***** Provided records *****

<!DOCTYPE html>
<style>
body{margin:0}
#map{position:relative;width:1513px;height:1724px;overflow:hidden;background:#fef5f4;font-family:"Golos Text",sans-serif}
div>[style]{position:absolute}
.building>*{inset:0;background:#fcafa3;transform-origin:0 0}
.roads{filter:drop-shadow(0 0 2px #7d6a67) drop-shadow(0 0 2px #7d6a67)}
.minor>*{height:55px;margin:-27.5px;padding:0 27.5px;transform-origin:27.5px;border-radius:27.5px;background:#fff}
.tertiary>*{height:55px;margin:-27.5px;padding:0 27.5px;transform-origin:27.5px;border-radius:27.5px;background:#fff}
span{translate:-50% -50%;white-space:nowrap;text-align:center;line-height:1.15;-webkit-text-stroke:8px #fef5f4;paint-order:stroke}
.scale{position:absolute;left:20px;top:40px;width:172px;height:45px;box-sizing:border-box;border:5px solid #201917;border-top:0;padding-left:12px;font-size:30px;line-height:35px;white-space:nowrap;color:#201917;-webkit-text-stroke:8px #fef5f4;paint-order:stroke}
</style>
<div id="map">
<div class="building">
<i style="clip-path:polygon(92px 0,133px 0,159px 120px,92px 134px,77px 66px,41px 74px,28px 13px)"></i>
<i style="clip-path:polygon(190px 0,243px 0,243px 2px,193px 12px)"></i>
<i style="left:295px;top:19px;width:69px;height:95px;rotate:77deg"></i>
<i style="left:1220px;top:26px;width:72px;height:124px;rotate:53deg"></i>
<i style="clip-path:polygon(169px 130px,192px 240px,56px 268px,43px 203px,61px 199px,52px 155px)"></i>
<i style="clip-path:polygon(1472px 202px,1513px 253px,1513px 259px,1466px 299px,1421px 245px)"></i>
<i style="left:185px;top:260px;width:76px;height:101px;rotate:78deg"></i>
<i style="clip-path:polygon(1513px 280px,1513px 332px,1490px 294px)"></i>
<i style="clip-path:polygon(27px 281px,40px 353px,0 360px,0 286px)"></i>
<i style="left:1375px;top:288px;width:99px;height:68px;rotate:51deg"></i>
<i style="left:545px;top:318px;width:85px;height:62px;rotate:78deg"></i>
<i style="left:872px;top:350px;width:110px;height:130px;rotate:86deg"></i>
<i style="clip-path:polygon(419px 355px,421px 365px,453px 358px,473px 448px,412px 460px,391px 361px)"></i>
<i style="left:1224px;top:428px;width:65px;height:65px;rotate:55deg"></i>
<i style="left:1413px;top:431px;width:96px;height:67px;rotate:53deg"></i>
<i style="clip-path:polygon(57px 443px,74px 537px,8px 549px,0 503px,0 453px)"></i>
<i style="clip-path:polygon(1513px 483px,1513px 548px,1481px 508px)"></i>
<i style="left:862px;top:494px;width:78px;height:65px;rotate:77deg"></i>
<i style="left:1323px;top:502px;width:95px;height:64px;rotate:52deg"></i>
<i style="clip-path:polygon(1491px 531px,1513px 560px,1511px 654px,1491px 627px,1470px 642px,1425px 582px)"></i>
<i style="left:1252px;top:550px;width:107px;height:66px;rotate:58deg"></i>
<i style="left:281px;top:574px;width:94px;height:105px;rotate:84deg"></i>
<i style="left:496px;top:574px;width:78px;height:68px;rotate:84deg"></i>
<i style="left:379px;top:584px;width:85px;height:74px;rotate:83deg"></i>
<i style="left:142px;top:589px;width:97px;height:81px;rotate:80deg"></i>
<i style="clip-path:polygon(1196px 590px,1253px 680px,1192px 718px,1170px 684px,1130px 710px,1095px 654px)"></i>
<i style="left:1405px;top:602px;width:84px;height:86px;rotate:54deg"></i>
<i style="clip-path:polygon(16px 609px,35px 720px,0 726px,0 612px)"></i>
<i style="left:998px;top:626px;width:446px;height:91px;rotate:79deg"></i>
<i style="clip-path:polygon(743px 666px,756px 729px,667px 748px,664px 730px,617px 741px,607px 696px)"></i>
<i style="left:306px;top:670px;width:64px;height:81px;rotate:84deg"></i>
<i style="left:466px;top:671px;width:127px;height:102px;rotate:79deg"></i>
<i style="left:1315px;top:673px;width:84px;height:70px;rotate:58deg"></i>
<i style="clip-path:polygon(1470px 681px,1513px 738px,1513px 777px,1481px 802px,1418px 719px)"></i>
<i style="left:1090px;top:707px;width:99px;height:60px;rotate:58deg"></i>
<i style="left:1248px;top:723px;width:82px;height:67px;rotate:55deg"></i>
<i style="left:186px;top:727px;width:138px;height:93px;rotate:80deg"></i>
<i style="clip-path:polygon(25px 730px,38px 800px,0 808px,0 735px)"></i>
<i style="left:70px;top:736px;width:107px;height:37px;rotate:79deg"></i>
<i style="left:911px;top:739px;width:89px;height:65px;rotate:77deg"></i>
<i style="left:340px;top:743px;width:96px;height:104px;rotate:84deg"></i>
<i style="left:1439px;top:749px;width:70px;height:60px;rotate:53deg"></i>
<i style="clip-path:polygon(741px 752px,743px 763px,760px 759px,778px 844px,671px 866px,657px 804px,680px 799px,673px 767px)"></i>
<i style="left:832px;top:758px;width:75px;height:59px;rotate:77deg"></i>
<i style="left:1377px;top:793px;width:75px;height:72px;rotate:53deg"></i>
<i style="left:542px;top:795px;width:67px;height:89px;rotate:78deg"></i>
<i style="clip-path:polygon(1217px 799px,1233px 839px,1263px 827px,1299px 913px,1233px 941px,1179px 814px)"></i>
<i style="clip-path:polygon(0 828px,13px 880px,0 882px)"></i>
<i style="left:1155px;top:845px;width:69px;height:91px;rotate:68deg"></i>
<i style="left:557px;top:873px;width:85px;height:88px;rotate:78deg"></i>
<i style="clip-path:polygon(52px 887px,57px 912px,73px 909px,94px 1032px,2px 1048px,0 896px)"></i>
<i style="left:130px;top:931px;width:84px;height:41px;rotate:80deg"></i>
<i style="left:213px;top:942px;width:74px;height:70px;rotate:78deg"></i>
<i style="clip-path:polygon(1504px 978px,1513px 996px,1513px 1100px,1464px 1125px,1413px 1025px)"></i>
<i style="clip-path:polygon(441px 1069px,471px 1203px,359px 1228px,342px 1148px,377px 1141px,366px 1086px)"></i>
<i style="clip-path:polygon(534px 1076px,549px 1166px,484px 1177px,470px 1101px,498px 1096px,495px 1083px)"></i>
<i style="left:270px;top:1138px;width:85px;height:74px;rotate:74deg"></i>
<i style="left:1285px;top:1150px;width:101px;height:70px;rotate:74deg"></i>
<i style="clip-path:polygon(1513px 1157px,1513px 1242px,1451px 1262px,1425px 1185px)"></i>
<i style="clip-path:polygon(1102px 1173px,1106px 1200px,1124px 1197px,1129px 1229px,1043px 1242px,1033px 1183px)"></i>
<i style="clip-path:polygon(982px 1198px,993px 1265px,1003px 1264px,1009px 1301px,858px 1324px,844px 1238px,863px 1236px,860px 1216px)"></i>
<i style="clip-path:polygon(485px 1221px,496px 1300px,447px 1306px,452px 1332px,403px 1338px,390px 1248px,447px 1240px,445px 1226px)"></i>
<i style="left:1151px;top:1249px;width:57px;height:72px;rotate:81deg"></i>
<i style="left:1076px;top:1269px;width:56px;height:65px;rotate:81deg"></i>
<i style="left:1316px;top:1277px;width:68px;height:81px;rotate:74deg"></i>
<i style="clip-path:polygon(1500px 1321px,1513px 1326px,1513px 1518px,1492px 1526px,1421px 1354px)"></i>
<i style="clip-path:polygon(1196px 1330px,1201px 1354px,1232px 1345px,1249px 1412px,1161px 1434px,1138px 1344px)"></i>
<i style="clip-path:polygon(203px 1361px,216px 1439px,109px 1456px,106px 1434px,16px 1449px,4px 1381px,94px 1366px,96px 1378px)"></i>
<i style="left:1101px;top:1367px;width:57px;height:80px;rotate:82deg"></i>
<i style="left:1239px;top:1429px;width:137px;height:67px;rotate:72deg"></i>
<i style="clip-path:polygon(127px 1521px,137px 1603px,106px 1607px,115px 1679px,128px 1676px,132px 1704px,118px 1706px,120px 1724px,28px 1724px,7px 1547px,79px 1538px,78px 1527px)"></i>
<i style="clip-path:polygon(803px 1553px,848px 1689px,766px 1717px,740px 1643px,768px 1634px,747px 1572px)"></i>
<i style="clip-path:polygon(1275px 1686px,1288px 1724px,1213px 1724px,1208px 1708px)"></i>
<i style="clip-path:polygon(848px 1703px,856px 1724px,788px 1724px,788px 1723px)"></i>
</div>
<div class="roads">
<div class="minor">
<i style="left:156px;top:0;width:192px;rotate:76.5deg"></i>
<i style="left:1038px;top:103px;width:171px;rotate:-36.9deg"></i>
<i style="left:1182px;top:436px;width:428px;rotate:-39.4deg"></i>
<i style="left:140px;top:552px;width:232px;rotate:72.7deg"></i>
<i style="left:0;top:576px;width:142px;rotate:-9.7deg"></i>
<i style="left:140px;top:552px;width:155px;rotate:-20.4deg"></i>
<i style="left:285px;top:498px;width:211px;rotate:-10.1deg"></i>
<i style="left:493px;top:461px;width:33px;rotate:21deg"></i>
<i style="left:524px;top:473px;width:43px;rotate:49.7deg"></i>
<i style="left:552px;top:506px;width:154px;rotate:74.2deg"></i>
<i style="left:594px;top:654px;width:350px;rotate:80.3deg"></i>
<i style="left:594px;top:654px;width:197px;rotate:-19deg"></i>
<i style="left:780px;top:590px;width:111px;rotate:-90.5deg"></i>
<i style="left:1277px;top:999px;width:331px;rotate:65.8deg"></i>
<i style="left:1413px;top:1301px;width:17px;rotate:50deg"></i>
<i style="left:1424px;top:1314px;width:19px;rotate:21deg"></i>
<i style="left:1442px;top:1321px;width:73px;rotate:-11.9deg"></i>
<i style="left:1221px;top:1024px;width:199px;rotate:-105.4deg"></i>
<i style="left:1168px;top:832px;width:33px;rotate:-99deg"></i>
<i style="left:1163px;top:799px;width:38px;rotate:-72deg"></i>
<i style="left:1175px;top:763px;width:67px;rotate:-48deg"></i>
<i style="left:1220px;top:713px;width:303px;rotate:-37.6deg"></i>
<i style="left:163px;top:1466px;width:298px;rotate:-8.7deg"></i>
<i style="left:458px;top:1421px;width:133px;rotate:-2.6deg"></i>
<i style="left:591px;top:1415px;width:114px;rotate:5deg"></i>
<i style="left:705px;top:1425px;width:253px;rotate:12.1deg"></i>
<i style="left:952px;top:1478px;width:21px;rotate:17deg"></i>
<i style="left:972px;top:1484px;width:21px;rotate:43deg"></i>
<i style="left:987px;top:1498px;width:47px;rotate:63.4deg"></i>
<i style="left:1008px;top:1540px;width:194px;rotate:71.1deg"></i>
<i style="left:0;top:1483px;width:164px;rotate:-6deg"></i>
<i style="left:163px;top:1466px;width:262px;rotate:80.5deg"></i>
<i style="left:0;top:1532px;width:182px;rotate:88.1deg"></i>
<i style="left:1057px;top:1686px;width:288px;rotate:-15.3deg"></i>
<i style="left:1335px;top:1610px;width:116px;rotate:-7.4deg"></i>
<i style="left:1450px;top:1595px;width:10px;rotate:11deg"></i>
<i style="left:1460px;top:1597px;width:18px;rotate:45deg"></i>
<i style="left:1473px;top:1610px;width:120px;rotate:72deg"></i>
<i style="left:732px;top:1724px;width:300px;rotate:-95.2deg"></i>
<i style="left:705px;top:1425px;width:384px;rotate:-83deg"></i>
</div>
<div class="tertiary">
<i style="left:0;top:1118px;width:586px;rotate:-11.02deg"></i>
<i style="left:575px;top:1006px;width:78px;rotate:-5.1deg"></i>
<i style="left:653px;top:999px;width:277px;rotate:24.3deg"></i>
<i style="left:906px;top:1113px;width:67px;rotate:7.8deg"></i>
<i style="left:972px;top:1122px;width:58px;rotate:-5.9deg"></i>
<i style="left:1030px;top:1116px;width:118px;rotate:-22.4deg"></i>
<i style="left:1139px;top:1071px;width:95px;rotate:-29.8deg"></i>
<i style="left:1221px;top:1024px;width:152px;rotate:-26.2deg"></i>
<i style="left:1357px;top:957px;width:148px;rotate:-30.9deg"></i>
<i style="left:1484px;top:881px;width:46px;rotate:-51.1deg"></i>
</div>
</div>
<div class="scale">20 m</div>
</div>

*****

The problem:
Only the lines from the first line of the records through the line with "2px #7d6a67) drop-shadow(0" should be reproduced, exactly and with nothing added.

Result:
<!DOCTYPE html>
<style>
body{margin:0}
#map{position:relative;width:1513px;height:1724px;overflow:hidden;background:#fef5f4;font-family:"Golos Text",sans-serif}
div>[style]{position:absolute}
.building>*{inset:0;background:#fcafa3;transform-origin:0 0}
.roads{filter:drop-shadow(0 0 2px #7d6a67) drop-shadow(0 0 2px #7d6a67)}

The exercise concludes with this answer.